Your job is to copy the lines from the material that include "viewBox".
*** Opening Entries supplied ***
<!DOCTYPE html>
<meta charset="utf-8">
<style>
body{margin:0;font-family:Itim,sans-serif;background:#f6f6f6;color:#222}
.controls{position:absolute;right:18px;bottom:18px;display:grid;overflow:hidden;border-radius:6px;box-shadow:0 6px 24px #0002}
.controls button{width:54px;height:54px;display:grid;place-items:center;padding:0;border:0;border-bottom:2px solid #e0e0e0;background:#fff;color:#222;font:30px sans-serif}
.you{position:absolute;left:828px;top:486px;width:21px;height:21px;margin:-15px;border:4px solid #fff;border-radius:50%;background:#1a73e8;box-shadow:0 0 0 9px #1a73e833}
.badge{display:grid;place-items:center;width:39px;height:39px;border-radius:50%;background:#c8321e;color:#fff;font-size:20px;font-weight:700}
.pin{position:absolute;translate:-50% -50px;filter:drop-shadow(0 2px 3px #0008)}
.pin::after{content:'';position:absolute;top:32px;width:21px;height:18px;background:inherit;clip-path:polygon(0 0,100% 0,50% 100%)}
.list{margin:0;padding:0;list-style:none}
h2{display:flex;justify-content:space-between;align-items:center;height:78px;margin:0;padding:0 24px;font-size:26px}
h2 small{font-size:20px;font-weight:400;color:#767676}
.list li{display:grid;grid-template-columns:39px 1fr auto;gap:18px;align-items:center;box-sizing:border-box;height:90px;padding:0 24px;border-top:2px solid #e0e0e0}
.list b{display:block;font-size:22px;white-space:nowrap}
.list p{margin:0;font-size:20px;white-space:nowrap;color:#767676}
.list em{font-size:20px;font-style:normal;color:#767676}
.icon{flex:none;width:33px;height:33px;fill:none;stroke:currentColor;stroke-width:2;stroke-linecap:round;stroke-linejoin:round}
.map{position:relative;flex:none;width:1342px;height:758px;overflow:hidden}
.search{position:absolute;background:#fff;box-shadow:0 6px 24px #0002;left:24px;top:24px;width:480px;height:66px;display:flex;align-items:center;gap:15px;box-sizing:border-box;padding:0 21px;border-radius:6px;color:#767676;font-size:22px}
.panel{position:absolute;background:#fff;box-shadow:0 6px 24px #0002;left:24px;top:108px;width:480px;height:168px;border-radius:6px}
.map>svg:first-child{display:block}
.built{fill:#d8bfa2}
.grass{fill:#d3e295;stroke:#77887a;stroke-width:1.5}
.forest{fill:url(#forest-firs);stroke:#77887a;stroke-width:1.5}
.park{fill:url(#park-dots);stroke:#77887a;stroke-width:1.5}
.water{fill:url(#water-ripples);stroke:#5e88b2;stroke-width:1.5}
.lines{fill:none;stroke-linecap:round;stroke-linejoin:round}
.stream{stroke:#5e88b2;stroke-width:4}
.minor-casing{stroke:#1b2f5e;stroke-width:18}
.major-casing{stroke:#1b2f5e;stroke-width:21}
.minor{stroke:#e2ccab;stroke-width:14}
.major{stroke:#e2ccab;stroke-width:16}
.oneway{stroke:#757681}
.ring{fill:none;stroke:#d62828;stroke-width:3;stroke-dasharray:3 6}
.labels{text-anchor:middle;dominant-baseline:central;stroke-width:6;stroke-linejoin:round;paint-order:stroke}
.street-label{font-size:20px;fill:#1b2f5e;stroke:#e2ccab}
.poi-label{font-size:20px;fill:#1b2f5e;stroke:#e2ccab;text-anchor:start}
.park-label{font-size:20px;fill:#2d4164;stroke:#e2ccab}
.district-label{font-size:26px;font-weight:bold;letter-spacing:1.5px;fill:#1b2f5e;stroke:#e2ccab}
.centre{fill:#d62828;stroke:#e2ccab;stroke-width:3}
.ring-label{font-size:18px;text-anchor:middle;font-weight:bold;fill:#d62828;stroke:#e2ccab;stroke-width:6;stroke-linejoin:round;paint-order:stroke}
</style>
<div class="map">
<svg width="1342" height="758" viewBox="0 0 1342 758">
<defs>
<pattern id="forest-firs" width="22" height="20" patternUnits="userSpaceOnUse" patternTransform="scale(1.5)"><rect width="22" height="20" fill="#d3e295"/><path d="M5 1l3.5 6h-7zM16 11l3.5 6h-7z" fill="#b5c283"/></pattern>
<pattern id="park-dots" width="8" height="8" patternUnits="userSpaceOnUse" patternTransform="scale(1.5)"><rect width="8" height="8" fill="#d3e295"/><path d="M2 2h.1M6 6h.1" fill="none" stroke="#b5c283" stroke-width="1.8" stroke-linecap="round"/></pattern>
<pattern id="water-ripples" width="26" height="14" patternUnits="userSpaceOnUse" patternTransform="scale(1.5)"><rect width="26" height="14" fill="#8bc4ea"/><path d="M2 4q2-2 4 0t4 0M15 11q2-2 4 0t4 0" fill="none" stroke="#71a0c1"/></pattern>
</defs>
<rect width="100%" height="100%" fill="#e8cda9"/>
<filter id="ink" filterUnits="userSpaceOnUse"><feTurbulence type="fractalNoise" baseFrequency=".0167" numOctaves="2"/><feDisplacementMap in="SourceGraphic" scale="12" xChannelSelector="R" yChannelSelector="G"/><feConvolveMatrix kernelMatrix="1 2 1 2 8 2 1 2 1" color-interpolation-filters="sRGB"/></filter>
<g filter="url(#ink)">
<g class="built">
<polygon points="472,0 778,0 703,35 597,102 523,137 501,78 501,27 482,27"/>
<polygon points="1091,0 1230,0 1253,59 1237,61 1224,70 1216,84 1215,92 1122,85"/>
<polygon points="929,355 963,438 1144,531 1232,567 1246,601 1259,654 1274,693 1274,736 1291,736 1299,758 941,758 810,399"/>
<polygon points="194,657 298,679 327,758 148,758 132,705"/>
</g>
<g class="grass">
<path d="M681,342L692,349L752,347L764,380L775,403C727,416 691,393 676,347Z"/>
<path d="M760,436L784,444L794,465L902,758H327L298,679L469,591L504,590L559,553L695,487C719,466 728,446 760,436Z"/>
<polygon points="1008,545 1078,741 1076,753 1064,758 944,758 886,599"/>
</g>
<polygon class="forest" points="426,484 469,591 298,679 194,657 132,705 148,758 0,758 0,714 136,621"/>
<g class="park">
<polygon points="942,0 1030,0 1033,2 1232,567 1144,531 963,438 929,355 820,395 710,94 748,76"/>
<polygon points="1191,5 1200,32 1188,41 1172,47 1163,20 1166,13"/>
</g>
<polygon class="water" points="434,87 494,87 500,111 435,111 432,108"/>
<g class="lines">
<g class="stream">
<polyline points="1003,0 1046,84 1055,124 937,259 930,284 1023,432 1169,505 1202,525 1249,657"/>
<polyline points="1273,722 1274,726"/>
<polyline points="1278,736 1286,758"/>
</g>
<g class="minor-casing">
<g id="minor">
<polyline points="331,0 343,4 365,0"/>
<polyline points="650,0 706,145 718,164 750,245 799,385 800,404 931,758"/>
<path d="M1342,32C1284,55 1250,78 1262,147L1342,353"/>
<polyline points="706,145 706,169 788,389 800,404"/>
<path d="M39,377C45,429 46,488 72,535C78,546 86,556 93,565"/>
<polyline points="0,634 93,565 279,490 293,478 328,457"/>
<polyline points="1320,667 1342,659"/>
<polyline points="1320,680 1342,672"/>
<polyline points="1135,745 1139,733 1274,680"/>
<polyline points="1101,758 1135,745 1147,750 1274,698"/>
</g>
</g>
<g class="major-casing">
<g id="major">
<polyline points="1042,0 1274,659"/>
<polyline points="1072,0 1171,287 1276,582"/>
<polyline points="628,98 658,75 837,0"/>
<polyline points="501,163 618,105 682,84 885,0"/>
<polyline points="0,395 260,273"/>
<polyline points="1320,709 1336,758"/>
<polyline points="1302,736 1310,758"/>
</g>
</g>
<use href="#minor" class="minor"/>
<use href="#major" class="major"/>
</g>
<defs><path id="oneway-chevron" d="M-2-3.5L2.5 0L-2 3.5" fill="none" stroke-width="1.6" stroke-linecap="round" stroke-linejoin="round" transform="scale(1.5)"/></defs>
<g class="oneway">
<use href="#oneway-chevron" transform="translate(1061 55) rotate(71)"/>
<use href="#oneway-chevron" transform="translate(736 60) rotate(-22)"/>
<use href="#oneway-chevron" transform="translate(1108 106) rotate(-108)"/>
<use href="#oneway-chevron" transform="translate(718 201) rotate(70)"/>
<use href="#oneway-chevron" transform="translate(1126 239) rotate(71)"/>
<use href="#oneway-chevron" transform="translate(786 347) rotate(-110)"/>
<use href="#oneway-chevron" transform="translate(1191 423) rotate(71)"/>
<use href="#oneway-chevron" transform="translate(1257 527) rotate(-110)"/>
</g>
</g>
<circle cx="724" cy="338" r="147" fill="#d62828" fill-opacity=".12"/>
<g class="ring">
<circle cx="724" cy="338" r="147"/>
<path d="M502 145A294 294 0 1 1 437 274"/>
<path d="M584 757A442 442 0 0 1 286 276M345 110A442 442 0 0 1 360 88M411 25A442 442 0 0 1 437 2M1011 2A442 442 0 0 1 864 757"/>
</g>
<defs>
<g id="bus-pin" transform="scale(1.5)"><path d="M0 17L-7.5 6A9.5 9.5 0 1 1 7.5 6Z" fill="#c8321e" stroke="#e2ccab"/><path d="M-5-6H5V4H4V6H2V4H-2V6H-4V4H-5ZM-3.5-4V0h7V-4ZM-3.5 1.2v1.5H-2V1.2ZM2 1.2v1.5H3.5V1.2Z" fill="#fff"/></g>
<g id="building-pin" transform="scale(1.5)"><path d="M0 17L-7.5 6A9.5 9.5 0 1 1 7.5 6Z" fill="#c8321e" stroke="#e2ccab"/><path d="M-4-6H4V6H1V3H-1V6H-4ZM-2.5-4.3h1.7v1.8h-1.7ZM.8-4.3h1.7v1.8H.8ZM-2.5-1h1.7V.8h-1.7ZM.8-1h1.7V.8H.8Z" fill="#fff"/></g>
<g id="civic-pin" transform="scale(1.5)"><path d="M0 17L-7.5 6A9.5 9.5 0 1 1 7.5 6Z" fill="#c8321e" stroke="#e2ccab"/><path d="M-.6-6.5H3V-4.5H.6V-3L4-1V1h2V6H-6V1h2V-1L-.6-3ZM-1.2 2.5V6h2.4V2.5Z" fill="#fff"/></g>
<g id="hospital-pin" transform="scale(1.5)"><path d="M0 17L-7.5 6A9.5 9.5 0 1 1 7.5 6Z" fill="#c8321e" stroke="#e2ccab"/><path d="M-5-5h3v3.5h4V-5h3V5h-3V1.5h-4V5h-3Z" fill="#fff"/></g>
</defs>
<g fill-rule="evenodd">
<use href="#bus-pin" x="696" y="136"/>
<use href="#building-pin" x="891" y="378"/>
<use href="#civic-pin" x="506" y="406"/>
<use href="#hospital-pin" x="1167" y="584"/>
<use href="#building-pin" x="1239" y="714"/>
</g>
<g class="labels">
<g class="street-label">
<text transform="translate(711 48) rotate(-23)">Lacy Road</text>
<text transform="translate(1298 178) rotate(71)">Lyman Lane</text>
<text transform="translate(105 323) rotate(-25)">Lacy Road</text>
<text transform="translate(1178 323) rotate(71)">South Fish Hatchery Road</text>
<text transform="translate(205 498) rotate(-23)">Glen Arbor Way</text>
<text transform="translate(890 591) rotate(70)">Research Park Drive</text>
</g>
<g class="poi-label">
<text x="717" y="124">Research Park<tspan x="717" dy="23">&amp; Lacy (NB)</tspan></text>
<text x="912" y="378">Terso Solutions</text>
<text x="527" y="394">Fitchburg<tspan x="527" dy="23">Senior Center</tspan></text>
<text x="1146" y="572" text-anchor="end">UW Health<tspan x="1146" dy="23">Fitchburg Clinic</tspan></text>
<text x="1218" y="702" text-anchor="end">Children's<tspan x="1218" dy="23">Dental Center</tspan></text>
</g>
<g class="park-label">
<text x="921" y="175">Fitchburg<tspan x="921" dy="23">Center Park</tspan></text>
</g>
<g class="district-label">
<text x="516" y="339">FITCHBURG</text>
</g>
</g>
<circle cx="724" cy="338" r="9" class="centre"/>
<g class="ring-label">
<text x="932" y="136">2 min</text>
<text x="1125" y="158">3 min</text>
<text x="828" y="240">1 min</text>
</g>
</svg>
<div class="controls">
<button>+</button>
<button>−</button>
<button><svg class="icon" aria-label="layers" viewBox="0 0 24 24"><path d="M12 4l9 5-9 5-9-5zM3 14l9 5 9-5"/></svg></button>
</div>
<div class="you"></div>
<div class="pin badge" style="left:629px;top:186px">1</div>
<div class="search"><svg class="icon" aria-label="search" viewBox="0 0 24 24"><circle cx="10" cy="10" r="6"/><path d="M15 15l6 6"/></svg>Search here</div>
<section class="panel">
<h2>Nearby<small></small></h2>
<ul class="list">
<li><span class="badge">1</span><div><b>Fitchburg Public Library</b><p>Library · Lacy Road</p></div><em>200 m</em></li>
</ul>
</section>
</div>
*** Closing Entries supplied ***
### Solution below
<svg width="1342" height="758" viewBox="0 0 1342 758">
<button><svg class="icon" aria-label="layers" viewBox="0 0 24 24"><path d="M12 4l9 5-9 5-9-5zM3 14l9 5 9-5"/></svg></button>
<div class="search"><svg class="icon" aria-label="search" viewBox="0 0 24 24"><circle cx="10" cy="10" r="6"/><path d="M15 15l6 6"/></svg>Search here</div>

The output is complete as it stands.